=== What you are asked to do ===
Retype only the lines at the head of the records, first through the one with "display:flex; gap:10px; padding:15px", exactly as written.

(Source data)
§
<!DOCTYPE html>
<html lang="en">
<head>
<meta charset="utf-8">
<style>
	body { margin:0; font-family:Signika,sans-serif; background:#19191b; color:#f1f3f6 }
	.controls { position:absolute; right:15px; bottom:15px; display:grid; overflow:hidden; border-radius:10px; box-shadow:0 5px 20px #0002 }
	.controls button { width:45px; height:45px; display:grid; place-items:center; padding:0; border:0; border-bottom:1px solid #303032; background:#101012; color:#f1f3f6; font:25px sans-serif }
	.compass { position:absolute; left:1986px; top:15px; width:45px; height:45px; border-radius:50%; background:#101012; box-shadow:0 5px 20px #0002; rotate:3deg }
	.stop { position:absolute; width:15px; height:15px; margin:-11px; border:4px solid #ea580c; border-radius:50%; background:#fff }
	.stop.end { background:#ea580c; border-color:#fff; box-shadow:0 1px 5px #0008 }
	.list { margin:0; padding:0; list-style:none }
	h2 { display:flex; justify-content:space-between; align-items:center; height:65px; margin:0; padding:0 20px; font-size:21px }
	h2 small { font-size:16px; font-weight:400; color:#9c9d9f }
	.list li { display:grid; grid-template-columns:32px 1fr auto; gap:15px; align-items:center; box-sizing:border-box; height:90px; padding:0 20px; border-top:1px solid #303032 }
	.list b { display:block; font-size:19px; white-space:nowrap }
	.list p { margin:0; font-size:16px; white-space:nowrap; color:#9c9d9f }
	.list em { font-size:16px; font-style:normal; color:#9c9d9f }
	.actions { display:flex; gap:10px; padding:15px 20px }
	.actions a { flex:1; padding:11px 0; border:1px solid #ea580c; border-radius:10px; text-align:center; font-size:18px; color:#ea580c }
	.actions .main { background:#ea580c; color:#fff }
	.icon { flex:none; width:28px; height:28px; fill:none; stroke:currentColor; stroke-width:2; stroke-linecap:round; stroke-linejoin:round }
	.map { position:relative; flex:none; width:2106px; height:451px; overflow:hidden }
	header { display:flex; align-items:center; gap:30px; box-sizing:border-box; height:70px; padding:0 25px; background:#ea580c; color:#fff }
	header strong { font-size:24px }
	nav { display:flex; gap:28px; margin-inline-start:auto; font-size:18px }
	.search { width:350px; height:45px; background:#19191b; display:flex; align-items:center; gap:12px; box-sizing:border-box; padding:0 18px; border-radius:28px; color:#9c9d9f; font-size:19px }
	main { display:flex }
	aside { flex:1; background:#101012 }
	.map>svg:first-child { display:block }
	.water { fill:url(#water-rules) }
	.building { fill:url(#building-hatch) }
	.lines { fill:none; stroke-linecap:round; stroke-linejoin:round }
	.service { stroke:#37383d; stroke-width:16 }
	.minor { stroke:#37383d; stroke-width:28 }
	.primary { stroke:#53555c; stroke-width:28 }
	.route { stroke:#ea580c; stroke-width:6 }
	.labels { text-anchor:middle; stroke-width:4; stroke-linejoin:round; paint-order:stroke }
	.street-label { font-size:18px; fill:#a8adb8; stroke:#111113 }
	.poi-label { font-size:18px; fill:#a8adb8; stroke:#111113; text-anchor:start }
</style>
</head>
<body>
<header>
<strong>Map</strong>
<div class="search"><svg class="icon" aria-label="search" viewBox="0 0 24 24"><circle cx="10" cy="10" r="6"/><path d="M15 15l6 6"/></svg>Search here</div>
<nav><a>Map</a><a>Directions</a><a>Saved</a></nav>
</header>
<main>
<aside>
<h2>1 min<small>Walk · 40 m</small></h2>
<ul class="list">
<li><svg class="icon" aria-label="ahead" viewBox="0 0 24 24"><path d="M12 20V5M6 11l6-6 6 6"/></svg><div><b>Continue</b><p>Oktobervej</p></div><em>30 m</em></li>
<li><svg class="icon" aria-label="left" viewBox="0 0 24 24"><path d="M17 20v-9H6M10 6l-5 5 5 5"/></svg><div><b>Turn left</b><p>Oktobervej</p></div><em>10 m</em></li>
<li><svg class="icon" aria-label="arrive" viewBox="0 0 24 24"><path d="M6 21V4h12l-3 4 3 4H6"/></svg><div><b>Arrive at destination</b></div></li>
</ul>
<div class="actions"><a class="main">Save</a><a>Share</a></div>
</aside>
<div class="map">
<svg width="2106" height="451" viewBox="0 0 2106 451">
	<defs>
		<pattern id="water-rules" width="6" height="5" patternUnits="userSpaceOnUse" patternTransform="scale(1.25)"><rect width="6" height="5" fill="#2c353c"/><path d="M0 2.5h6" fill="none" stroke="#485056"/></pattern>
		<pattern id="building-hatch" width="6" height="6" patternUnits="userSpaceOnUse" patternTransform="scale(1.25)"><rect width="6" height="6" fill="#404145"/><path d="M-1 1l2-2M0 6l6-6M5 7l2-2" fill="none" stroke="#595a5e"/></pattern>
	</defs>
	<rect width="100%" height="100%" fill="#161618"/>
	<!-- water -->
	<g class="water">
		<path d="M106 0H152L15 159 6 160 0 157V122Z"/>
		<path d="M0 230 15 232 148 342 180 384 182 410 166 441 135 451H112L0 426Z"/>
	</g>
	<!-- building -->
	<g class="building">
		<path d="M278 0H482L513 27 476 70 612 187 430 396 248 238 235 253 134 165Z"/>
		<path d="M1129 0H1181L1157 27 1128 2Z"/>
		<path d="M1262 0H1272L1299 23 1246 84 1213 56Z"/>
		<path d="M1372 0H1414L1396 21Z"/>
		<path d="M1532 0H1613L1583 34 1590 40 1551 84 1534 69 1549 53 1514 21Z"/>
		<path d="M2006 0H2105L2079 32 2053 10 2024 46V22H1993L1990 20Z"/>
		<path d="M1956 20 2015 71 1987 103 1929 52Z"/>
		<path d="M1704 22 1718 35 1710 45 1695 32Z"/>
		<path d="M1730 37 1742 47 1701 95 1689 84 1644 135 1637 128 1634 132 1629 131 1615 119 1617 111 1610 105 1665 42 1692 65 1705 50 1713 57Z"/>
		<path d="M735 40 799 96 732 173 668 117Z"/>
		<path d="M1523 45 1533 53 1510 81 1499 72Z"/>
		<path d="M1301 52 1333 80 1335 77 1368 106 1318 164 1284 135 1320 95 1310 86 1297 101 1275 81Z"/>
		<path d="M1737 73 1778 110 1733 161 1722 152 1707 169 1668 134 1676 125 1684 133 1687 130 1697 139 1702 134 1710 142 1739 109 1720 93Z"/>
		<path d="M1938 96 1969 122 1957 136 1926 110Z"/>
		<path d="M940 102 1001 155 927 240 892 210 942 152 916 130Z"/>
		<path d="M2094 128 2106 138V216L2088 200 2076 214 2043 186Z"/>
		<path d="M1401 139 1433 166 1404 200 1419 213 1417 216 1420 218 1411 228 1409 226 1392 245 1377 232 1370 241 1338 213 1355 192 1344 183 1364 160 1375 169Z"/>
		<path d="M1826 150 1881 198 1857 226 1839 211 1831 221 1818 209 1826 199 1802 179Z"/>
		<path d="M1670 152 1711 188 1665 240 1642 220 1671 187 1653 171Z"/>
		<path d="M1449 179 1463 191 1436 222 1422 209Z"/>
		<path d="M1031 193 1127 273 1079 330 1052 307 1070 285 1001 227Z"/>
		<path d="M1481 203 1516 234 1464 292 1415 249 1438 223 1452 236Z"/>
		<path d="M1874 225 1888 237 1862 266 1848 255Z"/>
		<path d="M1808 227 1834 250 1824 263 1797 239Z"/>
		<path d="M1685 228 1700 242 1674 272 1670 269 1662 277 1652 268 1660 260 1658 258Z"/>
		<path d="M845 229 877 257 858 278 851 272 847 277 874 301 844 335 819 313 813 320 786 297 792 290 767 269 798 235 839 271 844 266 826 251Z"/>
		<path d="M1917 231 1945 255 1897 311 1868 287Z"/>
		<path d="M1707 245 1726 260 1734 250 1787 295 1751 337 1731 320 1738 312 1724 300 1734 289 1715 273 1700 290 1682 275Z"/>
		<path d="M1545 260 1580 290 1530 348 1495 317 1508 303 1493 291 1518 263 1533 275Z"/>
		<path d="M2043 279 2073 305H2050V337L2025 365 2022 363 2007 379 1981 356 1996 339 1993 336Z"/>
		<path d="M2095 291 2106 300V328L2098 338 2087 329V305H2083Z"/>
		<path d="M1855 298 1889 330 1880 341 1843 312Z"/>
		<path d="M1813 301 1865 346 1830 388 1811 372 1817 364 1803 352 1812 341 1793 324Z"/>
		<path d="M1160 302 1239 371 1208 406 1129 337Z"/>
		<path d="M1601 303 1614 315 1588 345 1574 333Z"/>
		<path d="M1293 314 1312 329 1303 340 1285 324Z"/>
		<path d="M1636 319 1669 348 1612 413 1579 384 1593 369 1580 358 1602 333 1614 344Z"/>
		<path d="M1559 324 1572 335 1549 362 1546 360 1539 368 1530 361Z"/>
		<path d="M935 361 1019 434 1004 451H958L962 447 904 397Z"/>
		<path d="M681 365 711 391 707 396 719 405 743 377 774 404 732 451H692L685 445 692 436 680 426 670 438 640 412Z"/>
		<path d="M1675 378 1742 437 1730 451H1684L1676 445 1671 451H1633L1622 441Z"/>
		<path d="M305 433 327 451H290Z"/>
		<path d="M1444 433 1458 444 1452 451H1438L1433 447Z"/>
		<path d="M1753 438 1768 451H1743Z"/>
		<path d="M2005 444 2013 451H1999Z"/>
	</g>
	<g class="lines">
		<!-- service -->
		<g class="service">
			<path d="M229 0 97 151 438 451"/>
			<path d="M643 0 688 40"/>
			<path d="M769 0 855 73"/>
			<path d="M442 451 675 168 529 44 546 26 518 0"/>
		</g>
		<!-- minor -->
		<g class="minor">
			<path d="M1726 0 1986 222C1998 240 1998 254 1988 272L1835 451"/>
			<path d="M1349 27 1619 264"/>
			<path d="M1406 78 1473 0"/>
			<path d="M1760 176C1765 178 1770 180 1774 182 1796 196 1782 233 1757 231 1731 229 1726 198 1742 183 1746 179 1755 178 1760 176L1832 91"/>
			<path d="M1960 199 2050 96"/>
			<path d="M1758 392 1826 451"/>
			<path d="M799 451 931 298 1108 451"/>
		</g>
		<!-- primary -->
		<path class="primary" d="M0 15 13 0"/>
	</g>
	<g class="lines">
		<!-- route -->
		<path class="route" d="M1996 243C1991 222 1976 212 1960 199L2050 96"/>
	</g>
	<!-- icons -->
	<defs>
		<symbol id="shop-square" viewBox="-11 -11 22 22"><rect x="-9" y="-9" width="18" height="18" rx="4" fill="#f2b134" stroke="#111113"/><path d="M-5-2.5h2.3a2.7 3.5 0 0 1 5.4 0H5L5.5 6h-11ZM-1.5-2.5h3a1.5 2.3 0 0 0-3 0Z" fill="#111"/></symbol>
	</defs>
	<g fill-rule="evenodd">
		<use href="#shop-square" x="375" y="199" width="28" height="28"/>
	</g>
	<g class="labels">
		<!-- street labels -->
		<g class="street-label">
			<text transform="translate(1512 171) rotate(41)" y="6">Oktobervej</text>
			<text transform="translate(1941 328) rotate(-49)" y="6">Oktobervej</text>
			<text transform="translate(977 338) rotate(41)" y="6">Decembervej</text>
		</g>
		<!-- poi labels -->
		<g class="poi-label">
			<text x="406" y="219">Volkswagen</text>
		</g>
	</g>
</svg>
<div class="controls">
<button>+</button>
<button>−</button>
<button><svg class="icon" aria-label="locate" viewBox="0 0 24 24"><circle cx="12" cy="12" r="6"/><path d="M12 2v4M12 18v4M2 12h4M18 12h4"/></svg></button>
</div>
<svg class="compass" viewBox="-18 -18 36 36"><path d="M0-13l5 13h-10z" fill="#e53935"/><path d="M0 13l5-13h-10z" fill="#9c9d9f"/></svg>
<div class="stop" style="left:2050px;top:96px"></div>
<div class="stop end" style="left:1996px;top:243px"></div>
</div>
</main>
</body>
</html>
§
=== Response for this exercise ===
<!DOCTYPE html>
<html lang="en">
<head>
<meta charset="utf-8">
<style>
	body { margin:0; font-family:Signika,sans-serif; background:#19191b; color:#f1f3f6 }
	.controls { position:absolute; right:15px; bottom:15px; display:grid; overflow:hidden; border-radius:10px; box-shadow:0 5px 20px #0002 }
	.controls button { width:45px; height:45px; display:grid; place-items:center; padding:0; border:0; border-bottom:1px solid #303032; background:#101012; color:#f1f3f6; font:25px sans-serif }
	.compass { position:absolute; left:1986px; top:15px; width:45px; height:45px; border-radius:50%; background:#101012; box-shadow:0 5px 20px #0002; rotate:3deg }
	.stop { position:absolute; width:15px; height:15px; margin:-11px; border:4px solid #ea580c; border-radius:50%; background:#fff }
	.stop.end { background:#ea580c; border-color:#fff; box-shadow:0 1px 5px #0008 }
	.list { margin:0; padding:0; list-style:none }
	h2 { display:flex; justify-content:space-between; align-items:center; height:65px; margin:0; padding:0 20px; font-size:21px }
	h2 small { font-size:16px; font-weight:400; color:#9c9d9f }
	.list li { display:grid; grid-template-columns:32px 1fr auto; gap:15px; align-items:center; box-sizing:border-box; height:90px; padding:0 20px; border-top:1px solid #303032 }
	.list b { display:block; font-size:19px; white-space:nowrap }
	.list p { margin:0; font-size:16px; white-space:nowrap; color:#9c9d9f }
	.list em { font-size:16px; font-style:normal; color:#9c9d9f }
	.actions { display:flex; gap:10px; padding:15px 20px }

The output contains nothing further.